### PROBLEM REQUIREMENTS
Show every line from the entries that follow which holds the word "bottom".

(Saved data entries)
◇ ◇ ◇ ◇ ◇
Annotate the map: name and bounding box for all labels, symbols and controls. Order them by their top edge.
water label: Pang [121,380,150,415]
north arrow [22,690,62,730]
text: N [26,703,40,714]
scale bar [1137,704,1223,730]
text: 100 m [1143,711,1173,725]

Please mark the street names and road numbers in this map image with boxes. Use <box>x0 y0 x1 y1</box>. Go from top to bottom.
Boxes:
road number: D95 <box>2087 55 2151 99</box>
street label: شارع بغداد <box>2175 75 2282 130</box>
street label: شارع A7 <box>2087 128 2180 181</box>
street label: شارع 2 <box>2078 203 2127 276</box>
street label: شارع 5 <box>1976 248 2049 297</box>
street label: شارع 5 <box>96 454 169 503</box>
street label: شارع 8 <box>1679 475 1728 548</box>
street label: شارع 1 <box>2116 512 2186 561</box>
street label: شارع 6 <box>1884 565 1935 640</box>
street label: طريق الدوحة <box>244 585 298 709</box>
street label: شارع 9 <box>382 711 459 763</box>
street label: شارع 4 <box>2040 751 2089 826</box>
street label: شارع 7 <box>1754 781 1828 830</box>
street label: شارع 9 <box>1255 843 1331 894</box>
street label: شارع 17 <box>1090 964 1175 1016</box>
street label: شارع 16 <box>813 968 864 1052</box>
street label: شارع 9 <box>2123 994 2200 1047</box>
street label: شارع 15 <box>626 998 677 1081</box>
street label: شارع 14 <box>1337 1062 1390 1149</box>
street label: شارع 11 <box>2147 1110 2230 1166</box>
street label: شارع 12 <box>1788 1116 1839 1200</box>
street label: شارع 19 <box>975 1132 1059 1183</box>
◇ ◇ ◇ ◇ ◇
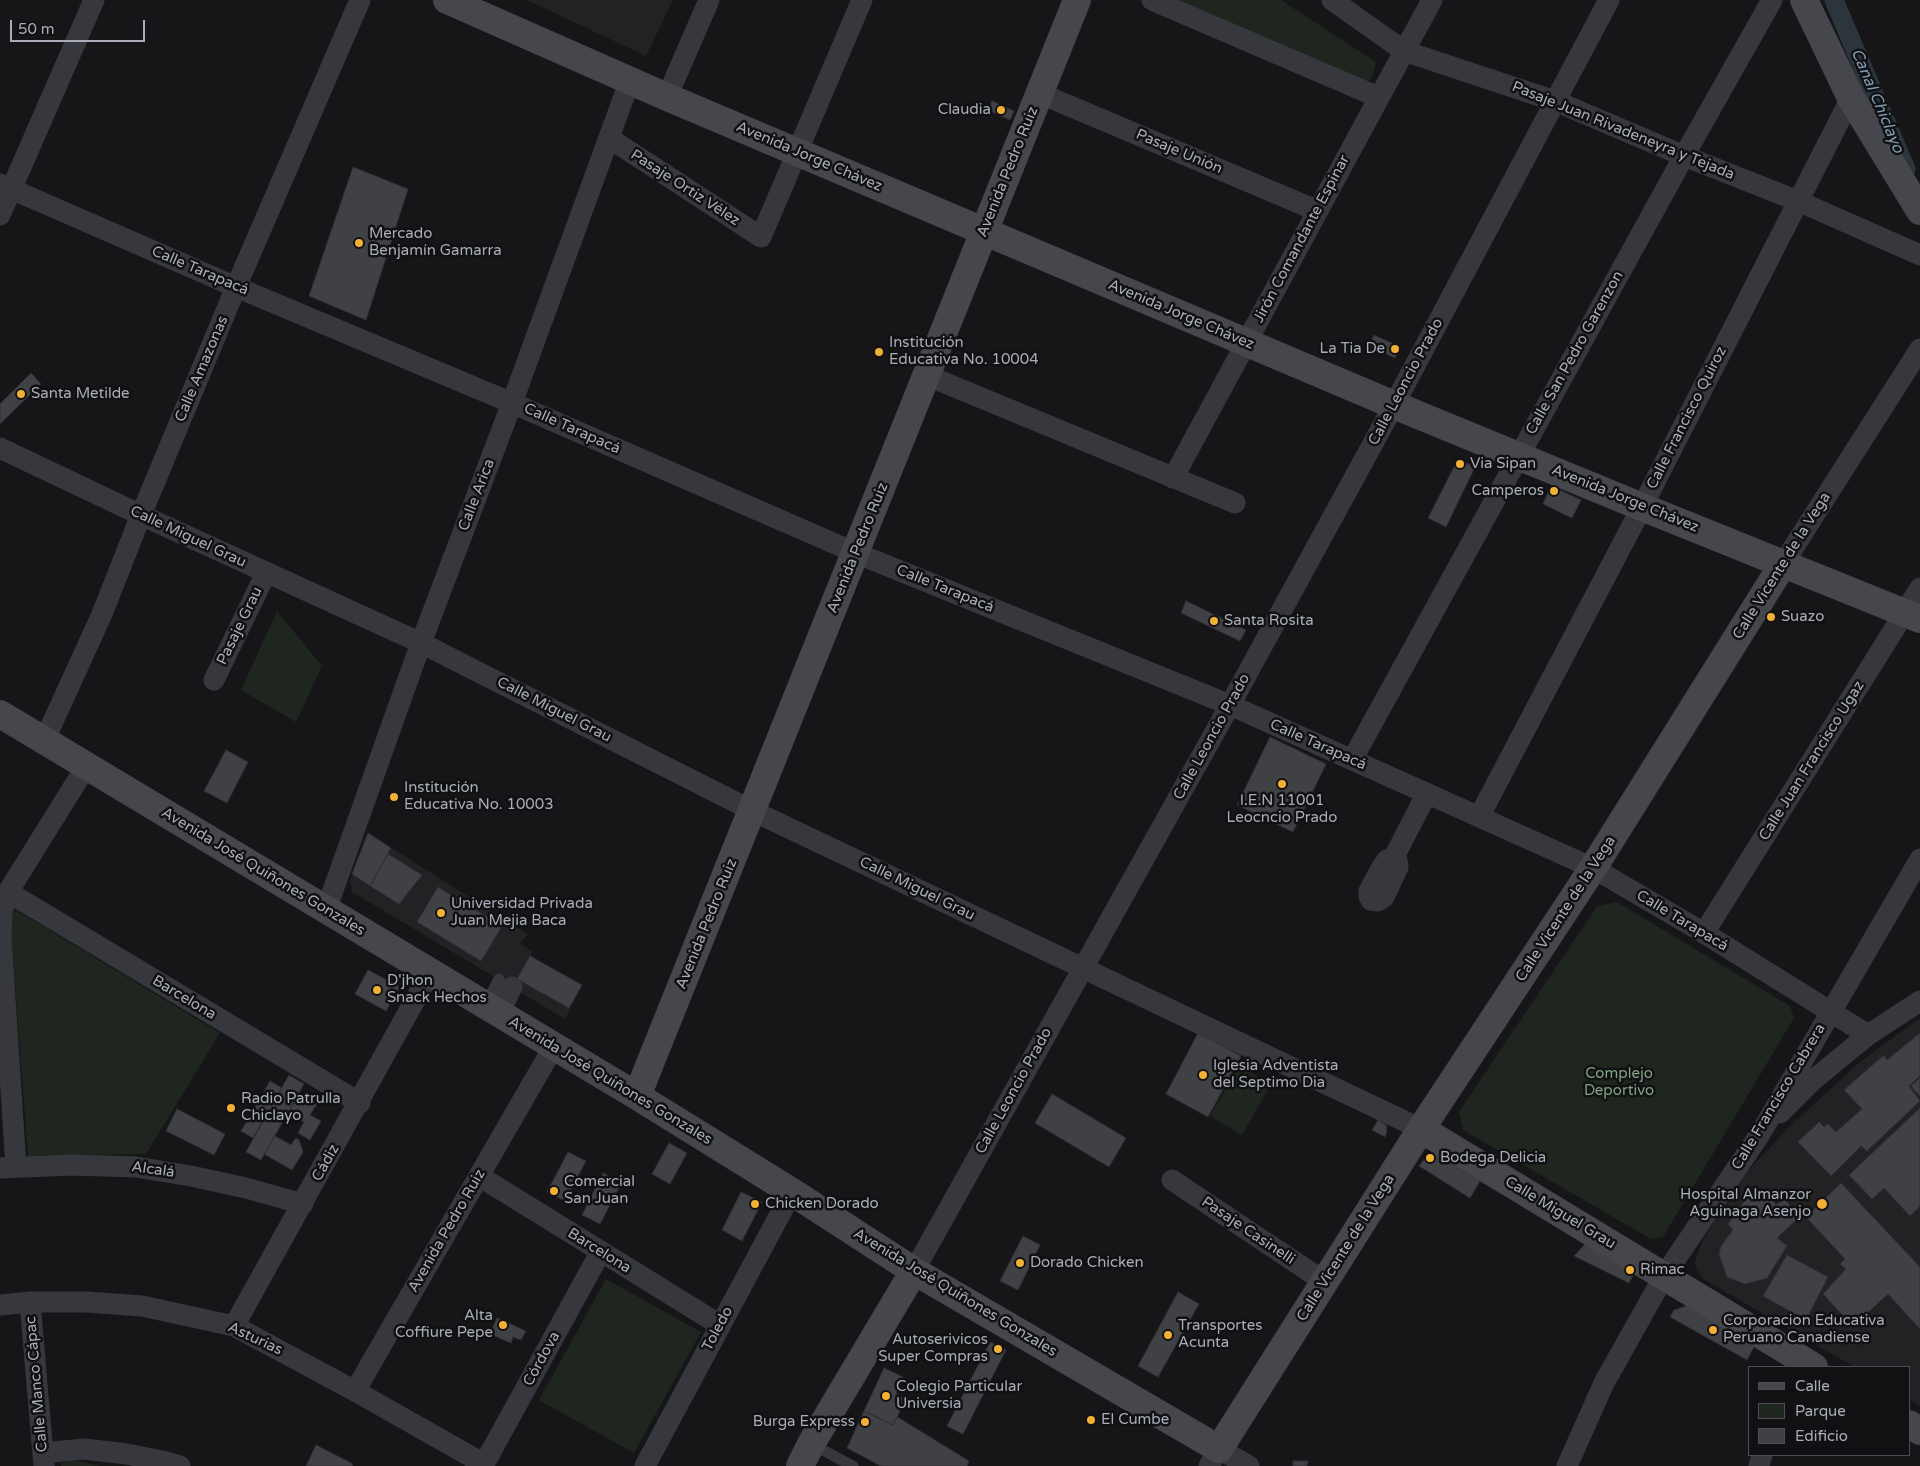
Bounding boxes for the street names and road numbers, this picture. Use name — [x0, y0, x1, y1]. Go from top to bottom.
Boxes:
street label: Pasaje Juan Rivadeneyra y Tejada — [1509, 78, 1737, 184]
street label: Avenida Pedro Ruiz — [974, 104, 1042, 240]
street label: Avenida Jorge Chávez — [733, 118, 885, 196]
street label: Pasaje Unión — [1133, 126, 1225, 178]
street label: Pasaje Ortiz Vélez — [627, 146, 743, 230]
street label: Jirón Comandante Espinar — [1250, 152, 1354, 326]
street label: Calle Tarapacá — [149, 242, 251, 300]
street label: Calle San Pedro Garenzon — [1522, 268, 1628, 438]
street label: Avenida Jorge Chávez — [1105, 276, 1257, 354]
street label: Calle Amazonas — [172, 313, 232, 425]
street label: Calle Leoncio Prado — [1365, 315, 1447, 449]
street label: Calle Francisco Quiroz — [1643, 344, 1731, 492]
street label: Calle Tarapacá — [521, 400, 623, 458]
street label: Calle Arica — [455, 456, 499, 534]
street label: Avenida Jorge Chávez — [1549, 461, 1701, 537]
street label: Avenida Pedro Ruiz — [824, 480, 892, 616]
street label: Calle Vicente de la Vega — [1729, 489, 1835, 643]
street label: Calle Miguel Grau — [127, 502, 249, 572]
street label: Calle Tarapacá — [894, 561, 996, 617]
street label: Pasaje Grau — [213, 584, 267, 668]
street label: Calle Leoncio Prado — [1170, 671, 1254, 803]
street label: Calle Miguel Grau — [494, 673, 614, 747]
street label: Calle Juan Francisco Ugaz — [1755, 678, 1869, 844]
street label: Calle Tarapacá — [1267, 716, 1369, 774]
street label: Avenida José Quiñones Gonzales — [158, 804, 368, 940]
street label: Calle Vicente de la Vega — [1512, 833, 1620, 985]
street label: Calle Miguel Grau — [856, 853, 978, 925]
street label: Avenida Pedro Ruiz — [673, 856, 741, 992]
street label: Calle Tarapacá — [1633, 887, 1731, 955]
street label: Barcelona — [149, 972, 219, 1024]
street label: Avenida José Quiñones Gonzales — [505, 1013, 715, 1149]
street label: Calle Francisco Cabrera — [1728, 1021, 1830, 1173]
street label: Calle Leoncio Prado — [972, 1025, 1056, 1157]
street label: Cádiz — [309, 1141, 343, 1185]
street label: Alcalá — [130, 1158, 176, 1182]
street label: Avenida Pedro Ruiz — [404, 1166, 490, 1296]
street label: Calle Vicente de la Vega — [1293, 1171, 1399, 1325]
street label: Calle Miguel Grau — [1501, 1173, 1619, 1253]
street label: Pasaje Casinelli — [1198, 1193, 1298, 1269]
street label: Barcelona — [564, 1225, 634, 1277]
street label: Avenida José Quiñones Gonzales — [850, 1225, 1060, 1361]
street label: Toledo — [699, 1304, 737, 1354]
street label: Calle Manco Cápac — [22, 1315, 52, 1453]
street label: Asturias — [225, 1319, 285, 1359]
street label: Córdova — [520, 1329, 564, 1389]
◇ ◇ ◇ ◇ ◇
### THE ANSWER
Please mark the street names and road numbers in this map image with boxes. Use <box>x0 y0 x1 y1</box>. Go from top to bottom.
Bounding boxes for the street names and road numbers, this picture. Use name — [x0, y0, x1, y1]. Go from top to bottom.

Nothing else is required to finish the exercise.